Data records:
<<<<

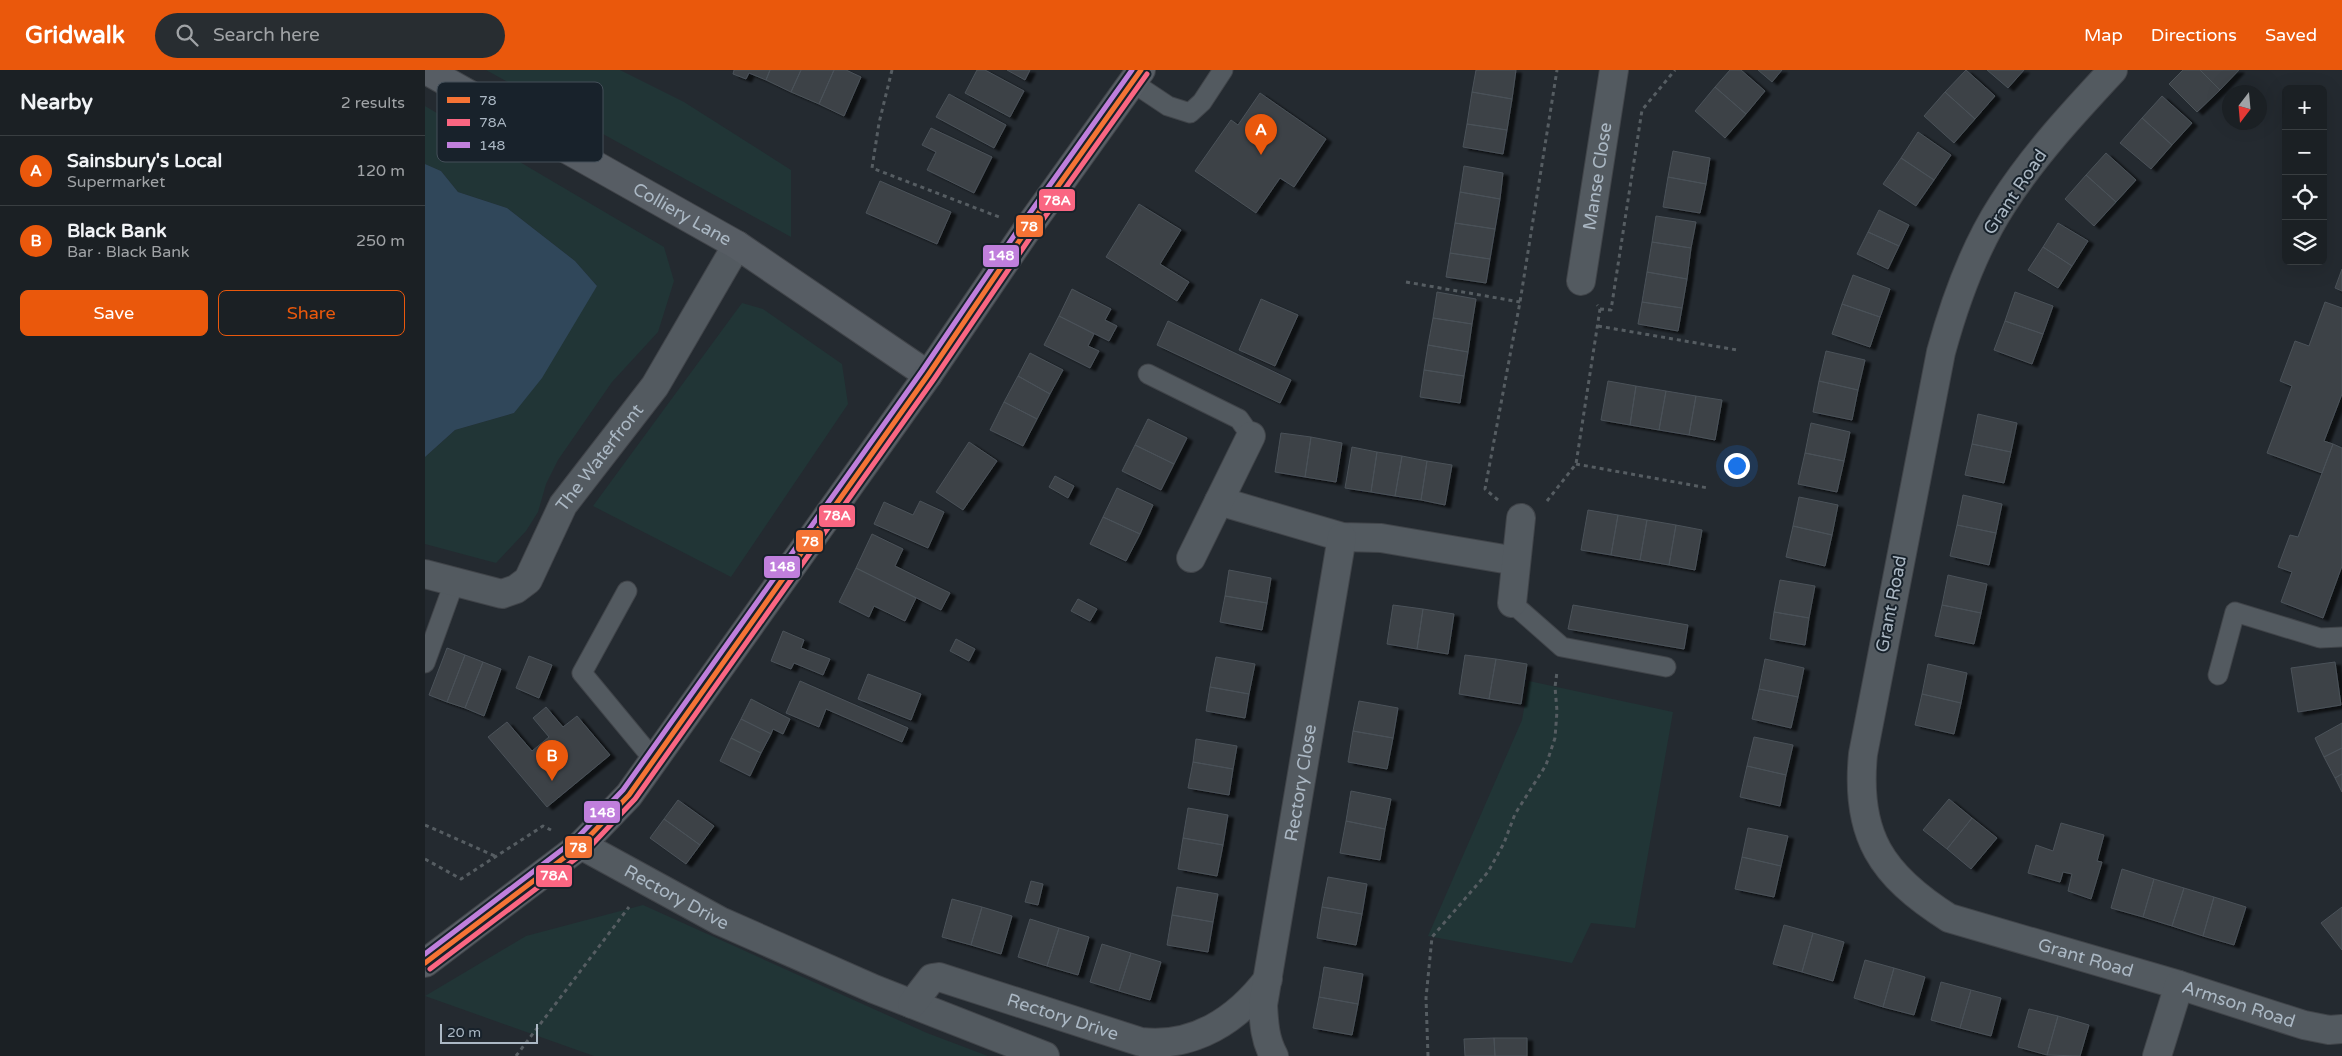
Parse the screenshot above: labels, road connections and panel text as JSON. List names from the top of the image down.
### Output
{
  "streets": {
    "main road": ["Colliery Lane"],
    "street": [
      "Manse Close",
      "Grant Road",
      "The Waterfront",
      "Rectory Close",
      "Rectory Drive",
      "Armson Road"
    ]
  },
  "crossings": [
    ["Grant Road", "Armson Road"],
    ["Colliery Lane", "The Waterfront"],
    ["Rectory Close", "Rectory Drive"]
  ],
  "lines": ["transit line 78", "transit line 148", "transit line 78A"],
  "legend": ["78", "78A", "148"],
  "scale_bar": "20 m",
  "north": "bottom",
  "page": {
    "header": "Gridwalk",
    "search": "Search here",
    "nav": ["Map", "Directions", "Saved"],
    "heading": ["Nearby", "2 results"],
    "map_buttons": ["+", "−"],
    "pins": ["A", "B"],
    "list": [
      {
        "mark": "A",
        "name": "Sainsbury's Local",
        "note": "Supermarket",
        "value": "120 m"
      },
      {
        "mark": "B",
        "name": "Black Bank",
        "note": "Bar · Black Bank",
        "value": "250 m"
      }
    ],
    "buttons": ["Save", "Share"],
    "scale": "20 m"
  }
}
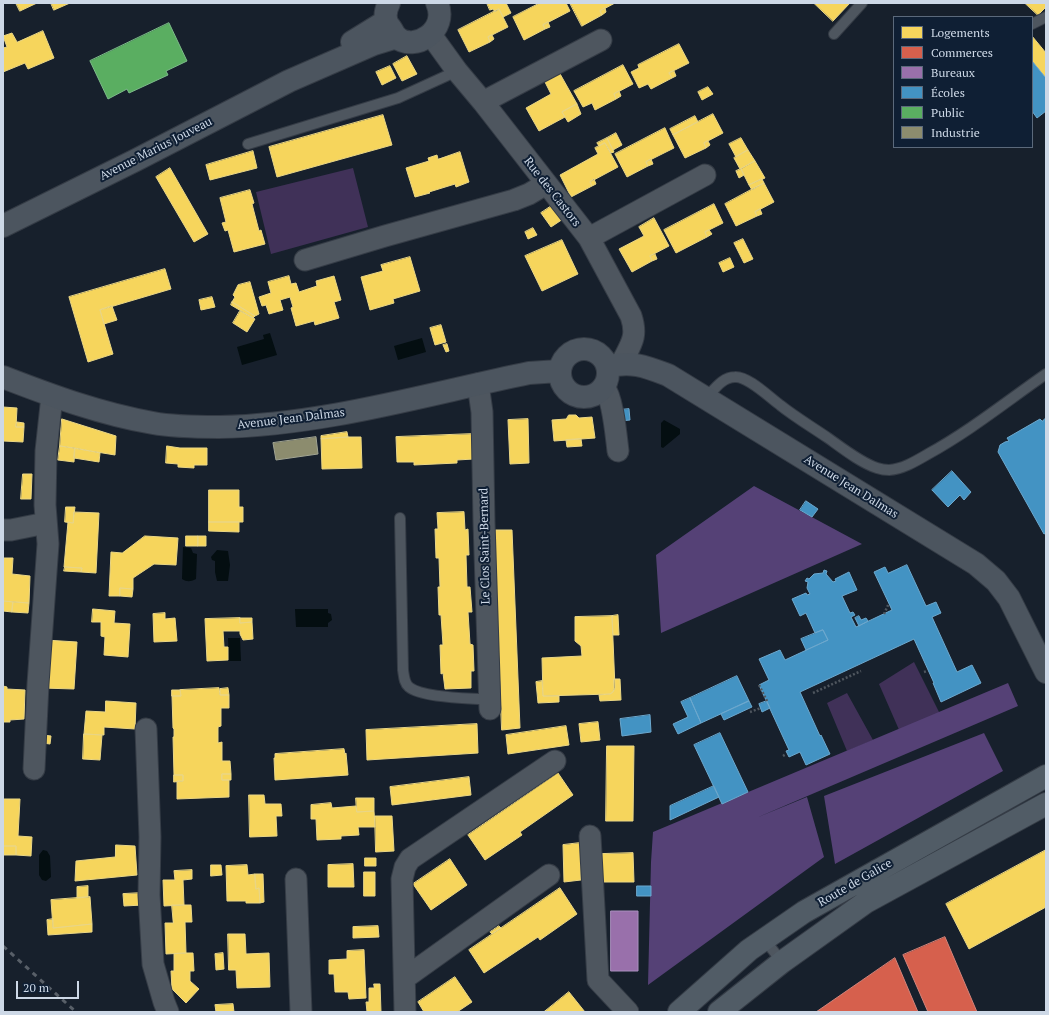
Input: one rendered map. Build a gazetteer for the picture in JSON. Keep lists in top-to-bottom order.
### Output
{
  "streets": {
    "main road": ["Route de Galice"],
    "street": [
      "Avenue Marius Jouveau",
      "Rue des Castors",
      "Avenue Jean Dalmas",
      "Le Clos Saint-Bernard"
    ]
  },
  "crossings": [
    ["Rue des Castors", "Avenue Jean Dalmas"],
    ["Avenue Jean Dalmas", "Le Clos Saint-Bernard"]
  ],
  "legend": [
    "Logements",
    "Commerces",
    "Bureaux",
    "Écoles",
    "Public",
    "Industrie"
  ],
  "scale_bar": "20 m"
}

>>>>

Write out the data above in full and exactly, but without the pictures.

**Reply**
Parse the screenshot above: labels, road connections and panel text as JSON. List names from the top of the image down.
### Output
{
  "streets": {
    "main road": ["Colliery Lane"],
    "street": [
      "Manse Close",
      "Grant Road",
      "The Waterfront",
      "Rectory Close",
      "Rectory Drive",
      "Armson Road"
    ]
  },
  "crossings": [
    ["Grant Road", "Armson Road"],
    ["Colliery Lane", "The Waterfront"],
    ["Rectory Close", "Rectory Drive"]
  ],
  "lines": ["transit line 78", "transit line 148", "transit line 78A"],
  "legend": ["78", "78A", "148"],
  "scale_bar": "20 m",
  "north": "bottom",
  "page": {
    "header": "Gridwalk",
    "search": "Search here",
    "nav": ["Map", "Directions", "Saved"],
    "heading": ["Nearby", "2 results"],
    "map_buttons": ["+", "−"],
    "pins": ["A", "B"],
    "list": [
      {
        "mark": "A",
        "name": "Sainsbury's Local",
        "note": "Supermarket",
        "value": "120 m"
      },
      {
        "mark": "B",
        "name": "Black Bank",
        "note": "Bar · Black Bank",
        "value": "250 m"
      }
    ],
    "buttons": ["Save", "Share"],
    "scale": "20 m"
  }
}
Input: one rendered map. Build a gazetteer for the picture in JSON. Keep lists in top-to-bottom order.
### Output
{
  "streets": {
    "main road": ["Route de Galice"],
    "street": [
      "Avenue Marius Jouveau",
      "Rue des Castors",
      "Avenue Jean Dalmas",
      "Le Clos Saint-Bernard"
    ]
  },
  "crossings": [
    ["Rue des Castors", "Avenue Jean Dalmas"],
    ["Avenue Jean Dalmas", "Le Clos Saint-Bernard"]
  ],
  "legend": [
    "Logements",
    "Commerces",
    "Bureaux",
    "Écoles",
    "Public",
    "Industrie"
  ],
  "scale_bar": "20 m"
}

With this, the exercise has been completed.